I like to call the sort of language learning experience I envision real learning—an optimal language learning experience that makes one feel “this is what language learning should be like.”

Indeed, a big part of it would take place in the flow state.

Imagine a learning situation where you are constantly picking up new language through understandable experiences, while at the same time gaining life skills, knowledge about culture and other areas, and connecting with people.

It feels practically effortless and you’re thoroughly enjoying it and having fun all the while.

You come away from it feeling more energized than when you started.

I think that today, more than ever, it is possible to create these kinds of language learning experiences in abundance, and it’s just a matter of time before we do.

2 thoughts on “Real Language Learning”

  1. Another excellent post! It’s definitely important to strive for these moments & real learning.

    Now, I need to ask though: how can we achieve this AND make it possible for others to do the same? We see the benefits, believe in the model, and want others to benefit., but how can we practically make ALG/CI-dominant systems available to the masses? For better or worse, the average joe isn’t going to go out of his way to hire native tutors, set up Crosstalk experiences, and the like.

    So, there’s definitely an opportunity here, but what can we do with it?

    Liked by 1 person

    1. Great questions Ryan. I will save my own attempts at specific answers for another post, but in response to the AND part, I think when we create ways to achieve this kind of language learning for ourselves we should do it in ways that make this learning more easily available to other people as well.

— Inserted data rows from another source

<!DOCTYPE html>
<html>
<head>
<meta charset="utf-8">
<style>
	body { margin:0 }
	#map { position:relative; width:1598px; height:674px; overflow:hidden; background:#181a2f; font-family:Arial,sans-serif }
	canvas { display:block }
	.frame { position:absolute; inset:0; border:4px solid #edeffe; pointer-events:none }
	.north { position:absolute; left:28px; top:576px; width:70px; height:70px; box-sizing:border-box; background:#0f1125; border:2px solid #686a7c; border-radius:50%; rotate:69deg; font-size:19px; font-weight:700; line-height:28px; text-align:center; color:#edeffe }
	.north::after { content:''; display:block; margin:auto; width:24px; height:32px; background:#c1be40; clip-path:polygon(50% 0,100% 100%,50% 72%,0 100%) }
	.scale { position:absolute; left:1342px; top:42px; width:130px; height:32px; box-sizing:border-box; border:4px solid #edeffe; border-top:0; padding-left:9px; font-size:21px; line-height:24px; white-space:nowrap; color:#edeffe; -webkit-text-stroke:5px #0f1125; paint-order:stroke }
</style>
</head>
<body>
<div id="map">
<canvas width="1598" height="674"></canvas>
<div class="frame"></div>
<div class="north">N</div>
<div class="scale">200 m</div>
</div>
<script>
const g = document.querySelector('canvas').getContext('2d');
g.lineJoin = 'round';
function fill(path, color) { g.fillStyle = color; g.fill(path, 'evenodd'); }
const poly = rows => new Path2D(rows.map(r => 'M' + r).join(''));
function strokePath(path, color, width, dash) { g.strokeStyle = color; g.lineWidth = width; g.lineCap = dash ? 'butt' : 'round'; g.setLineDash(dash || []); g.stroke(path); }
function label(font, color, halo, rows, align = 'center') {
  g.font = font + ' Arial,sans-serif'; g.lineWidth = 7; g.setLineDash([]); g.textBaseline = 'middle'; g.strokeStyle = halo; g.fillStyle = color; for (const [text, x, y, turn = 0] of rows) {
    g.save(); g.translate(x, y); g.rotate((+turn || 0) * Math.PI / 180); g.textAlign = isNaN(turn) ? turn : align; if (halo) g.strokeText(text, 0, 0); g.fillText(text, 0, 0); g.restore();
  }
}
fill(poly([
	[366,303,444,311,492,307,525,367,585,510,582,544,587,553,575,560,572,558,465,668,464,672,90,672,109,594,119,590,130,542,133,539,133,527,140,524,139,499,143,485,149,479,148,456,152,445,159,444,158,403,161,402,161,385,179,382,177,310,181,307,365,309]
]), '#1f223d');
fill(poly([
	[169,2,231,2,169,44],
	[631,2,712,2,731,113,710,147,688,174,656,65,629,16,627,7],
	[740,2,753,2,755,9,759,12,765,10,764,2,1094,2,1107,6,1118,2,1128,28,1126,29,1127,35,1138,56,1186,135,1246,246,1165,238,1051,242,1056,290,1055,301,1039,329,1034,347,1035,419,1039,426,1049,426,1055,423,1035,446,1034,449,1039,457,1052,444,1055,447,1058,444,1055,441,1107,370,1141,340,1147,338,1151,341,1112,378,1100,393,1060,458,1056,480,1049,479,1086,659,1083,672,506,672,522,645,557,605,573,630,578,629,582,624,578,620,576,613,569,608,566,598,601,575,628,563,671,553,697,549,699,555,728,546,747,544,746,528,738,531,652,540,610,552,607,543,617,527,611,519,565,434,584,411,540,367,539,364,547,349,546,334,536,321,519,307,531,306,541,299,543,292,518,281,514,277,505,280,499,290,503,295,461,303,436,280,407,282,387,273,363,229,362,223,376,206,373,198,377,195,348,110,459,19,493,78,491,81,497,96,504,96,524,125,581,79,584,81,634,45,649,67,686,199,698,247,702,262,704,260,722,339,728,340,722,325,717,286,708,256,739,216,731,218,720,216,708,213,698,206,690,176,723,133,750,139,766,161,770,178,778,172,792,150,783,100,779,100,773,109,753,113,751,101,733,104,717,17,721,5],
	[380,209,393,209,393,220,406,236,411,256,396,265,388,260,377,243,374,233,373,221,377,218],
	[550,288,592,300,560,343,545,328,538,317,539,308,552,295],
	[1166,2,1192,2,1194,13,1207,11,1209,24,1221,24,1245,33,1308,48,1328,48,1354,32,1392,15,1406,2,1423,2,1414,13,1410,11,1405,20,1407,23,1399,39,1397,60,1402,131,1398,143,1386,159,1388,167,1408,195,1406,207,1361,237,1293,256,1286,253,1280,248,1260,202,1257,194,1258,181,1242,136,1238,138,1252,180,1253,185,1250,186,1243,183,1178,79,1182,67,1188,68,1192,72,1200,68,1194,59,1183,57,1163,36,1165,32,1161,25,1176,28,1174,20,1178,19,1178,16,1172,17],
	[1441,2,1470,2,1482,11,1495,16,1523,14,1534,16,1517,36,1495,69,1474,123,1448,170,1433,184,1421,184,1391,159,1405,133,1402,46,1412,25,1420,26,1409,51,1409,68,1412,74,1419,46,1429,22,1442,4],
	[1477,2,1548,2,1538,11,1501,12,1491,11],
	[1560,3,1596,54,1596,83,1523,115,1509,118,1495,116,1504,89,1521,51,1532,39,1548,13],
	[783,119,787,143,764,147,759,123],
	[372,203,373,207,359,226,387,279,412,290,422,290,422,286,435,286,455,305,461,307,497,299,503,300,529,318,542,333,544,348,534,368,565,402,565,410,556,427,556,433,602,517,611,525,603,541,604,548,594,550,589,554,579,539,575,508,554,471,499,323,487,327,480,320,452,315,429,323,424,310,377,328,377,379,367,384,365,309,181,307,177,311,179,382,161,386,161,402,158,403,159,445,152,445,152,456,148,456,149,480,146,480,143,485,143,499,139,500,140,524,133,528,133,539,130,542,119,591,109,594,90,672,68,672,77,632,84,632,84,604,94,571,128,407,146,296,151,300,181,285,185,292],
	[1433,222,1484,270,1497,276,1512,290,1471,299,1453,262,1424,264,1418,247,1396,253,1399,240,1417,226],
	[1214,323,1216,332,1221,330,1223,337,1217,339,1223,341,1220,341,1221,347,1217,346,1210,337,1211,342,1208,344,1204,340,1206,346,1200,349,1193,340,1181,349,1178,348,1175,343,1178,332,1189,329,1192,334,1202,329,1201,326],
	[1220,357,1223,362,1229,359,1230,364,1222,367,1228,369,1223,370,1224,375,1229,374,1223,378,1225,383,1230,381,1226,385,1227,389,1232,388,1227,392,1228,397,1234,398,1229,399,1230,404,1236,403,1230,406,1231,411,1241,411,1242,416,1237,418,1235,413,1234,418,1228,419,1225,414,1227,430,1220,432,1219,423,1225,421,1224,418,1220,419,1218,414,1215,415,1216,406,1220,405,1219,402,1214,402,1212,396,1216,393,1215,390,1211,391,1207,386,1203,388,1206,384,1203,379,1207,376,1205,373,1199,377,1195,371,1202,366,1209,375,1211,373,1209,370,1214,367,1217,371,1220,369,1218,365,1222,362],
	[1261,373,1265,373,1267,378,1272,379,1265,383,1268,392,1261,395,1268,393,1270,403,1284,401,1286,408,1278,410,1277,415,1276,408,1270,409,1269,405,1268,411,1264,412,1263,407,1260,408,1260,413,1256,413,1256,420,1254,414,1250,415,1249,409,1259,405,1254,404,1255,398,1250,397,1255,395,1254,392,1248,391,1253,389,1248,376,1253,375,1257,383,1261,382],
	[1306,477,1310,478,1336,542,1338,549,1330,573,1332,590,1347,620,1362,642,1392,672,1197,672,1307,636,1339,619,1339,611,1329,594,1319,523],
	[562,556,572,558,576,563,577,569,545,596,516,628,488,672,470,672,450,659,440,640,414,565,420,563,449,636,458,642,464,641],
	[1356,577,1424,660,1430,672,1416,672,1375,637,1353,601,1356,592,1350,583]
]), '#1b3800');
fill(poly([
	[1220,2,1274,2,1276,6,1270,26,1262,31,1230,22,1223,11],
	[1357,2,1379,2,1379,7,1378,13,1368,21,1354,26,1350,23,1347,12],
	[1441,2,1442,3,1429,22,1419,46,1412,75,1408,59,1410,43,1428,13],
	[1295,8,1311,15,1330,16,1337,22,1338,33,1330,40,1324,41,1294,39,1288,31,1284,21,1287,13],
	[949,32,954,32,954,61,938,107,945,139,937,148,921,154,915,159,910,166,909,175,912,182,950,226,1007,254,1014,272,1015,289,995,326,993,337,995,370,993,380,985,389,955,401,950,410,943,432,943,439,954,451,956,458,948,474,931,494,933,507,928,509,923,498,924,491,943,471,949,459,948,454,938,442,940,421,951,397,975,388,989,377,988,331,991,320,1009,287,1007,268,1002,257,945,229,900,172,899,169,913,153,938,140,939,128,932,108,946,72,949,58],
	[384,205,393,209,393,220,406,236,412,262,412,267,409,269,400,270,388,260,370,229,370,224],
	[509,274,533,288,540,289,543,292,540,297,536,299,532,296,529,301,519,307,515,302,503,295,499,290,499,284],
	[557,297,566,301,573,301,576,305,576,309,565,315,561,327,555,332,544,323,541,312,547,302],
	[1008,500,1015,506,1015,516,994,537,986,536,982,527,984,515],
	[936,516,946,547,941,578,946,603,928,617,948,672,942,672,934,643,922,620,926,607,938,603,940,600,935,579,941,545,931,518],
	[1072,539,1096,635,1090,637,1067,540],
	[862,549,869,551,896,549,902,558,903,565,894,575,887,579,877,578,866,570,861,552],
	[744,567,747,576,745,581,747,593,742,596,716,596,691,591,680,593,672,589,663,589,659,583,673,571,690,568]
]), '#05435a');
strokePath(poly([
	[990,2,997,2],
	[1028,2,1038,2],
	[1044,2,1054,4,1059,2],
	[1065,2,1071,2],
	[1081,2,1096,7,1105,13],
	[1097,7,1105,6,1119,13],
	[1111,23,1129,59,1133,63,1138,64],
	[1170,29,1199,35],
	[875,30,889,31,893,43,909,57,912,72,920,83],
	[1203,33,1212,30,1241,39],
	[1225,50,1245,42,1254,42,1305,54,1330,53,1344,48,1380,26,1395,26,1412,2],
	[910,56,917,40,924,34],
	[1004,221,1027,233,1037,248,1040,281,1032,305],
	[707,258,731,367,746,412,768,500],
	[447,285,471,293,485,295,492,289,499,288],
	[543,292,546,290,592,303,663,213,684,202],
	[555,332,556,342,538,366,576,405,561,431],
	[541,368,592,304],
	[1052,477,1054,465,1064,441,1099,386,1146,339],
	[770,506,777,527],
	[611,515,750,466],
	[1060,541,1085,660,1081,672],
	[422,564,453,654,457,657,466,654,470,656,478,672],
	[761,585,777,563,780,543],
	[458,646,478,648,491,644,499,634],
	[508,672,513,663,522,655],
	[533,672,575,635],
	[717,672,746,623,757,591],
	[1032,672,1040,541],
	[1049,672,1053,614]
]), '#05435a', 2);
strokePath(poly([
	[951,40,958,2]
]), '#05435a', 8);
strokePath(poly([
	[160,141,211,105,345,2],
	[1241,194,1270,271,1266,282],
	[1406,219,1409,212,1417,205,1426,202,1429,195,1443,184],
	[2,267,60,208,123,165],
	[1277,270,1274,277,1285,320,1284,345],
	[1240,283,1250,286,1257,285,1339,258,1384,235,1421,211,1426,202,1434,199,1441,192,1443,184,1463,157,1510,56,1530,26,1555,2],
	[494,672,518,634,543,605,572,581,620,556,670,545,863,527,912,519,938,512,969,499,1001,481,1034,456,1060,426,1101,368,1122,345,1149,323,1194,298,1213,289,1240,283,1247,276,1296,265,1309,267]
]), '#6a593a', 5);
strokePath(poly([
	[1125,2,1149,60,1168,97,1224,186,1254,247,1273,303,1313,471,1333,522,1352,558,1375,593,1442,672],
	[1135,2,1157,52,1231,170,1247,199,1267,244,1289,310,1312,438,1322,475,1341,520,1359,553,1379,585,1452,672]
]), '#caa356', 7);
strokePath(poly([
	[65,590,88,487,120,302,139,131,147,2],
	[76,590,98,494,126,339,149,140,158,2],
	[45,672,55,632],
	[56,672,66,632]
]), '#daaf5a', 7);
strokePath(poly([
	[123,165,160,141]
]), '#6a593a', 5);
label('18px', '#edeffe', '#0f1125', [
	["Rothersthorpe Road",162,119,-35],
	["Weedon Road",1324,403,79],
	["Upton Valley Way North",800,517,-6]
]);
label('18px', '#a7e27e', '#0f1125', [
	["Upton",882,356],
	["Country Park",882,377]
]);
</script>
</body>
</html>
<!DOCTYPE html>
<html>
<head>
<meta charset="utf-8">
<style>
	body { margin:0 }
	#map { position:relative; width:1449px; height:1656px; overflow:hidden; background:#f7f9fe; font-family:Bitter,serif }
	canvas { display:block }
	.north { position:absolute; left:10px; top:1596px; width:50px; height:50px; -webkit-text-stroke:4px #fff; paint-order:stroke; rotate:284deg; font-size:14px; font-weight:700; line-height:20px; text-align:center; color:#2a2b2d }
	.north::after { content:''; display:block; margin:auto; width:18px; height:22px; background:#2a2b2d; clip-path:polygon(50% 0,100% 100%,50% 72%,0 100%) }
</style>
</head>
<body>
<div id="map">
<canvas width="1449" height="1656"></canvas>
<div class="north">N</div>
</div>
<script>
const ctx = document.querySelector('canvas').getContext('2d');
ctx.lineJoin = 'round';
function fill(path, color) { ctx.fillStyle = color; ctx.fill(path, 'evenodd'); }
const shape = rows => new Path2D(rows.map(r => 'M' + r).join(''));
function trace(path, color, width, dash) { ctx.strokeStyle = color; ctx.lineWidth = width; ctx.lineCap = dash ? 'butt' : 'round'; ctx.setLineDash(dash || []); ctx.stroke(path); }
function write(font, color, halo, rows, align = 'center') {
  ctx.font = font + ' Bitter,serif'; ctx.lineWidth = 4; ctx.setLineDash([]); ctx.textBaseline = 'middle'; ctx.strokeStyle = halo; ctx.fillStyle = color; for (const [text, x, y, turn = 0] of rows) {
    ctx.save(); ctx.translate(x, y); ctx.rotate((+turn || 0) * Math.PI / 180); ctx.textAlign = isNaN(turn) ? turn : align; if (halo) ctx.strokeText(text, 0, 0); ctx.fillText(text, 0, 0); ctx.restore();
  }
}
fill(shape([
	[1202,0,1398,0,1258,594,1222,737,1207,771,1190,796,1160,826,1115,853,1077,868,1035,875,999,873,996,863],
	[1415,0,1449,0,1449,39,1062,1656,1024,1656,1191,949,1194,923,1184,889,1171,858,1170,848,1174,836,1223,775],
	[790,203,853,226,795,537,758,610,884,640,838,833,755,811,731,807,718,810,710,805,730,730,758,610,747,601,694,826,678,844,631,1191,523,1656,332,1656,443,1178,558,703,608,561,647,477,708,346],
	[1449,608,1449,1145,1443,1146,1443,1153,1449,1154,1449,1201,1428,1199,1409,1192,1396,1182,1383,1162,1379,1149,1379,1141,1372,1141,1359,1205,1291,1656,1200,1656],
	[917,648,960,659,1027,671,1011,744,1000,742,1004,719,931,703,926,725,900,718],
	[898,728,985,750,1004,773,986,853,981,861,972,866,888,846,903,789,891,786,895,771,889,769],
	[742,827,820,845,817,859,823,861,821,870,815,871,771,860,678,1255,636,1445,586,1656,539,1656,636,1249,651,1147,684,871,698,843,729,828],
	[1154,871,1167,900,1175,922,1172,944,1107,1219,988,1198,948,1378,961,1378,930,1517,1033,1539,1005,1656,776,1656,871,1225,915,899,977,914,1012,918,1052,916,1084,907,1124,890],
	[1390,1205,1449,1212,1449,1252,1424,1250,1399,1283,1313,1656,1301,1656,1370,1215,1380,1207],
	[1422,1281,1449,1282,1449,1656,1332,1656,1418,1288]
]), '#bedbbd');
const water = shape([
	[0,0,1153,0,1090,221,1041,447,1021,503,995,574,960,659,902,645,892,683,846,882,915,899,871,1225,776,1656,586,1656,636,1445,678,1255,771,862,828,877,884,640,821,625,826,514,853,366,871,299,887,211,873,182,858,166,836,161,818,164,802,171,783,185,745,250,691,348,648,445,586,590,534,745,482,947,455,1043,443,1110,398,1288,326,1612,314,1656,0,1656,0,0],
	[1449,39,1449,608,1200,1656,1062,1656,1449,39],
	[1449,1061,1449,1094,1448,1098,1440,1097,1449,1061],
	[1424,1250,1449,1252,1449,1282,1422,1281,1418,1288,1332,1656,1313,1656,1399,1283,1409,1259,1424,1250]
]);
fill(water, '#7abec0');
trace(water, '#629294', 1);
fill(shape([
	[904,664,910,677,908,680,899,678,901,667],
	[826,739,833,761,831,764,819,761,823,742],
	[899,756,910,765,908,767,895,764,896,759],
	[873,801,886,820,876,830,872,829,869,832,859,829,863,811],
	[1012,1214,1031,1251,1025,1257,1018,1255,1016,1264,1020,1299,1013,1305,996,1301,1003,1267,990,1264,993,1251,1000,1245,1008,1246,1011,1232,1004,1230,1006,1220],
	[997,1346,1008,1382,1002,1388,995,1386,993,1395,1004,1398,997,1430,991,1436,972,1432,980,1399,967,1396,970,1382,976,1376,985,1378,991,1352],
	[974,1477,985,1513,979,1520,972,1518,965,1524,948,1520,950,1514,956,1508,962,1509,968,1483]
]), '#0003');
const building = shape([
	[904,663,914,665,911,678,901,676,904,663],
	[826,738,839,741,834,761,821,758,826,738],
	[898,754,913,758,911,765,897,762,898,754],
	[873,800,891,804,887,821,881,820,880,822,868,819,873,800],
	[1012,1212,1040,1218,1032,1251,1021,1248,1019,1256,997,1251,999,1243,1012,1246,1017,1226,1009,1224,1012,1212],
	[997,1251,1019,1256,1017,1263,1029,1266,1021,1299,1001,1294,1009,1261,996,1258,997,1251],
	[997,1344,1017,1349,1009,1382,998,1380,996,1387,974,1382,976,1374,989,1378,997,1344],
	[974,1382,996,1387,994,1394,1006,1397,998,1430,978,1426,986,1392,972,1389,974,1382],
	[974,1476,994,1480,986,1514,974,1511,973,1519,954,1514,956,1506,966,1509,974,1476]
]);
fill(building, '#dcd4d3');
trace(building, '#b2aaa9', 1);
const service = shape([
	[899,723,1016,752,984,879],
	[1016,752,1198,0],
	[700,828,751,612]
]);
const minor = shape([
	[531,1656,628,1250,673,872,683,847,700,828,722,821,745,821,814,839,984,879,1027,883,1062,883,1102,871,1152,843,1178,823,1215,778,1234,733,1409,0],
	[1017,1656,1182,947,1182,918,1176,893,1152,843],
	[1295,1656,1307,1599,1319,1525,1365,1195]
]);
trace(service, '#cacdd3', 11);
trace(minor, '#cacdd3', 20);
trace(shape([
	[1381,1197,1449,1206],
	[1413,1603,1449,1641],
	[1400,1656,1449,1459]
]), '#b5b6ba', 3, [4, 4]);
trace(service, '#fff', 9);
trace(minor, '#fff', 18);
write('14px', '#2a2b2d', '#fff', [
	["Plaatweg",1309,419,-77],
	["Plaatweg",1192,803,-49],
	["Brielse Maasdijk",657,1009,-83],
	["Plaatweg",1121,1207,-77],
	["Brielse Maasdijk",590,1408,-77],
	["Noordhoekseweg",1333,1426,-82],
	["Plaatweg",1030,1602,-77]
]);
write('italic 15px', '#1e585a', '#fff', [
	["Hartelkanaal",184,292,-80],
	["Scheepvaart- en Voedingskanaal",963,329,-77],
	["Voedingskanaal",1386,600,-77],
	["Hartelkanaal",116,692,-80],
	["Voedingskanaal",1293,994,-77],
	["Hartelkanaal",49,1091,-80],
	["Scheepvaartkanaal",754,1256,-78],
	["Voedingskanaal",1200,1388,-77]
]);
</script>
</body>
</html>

      I think there is no one answer to your set of questions, nor should there be. Indeed, I think one of the keys here is to make available an enormous variety of opportunities to get comprehensible input that’s compatible with the ALG approach, that is, input that allows one to easily pick up language implicitly without explanation or translation, and that doesn’t require one to produce language.

      Part of my purpose in writing is to raise awareness of the issue and inspire people. On that note, my longer-term vision is that many people from outside the world of language teaching will become highly involved in creating these kinds of language learning experiences, for example people from the world of arts and entertainment.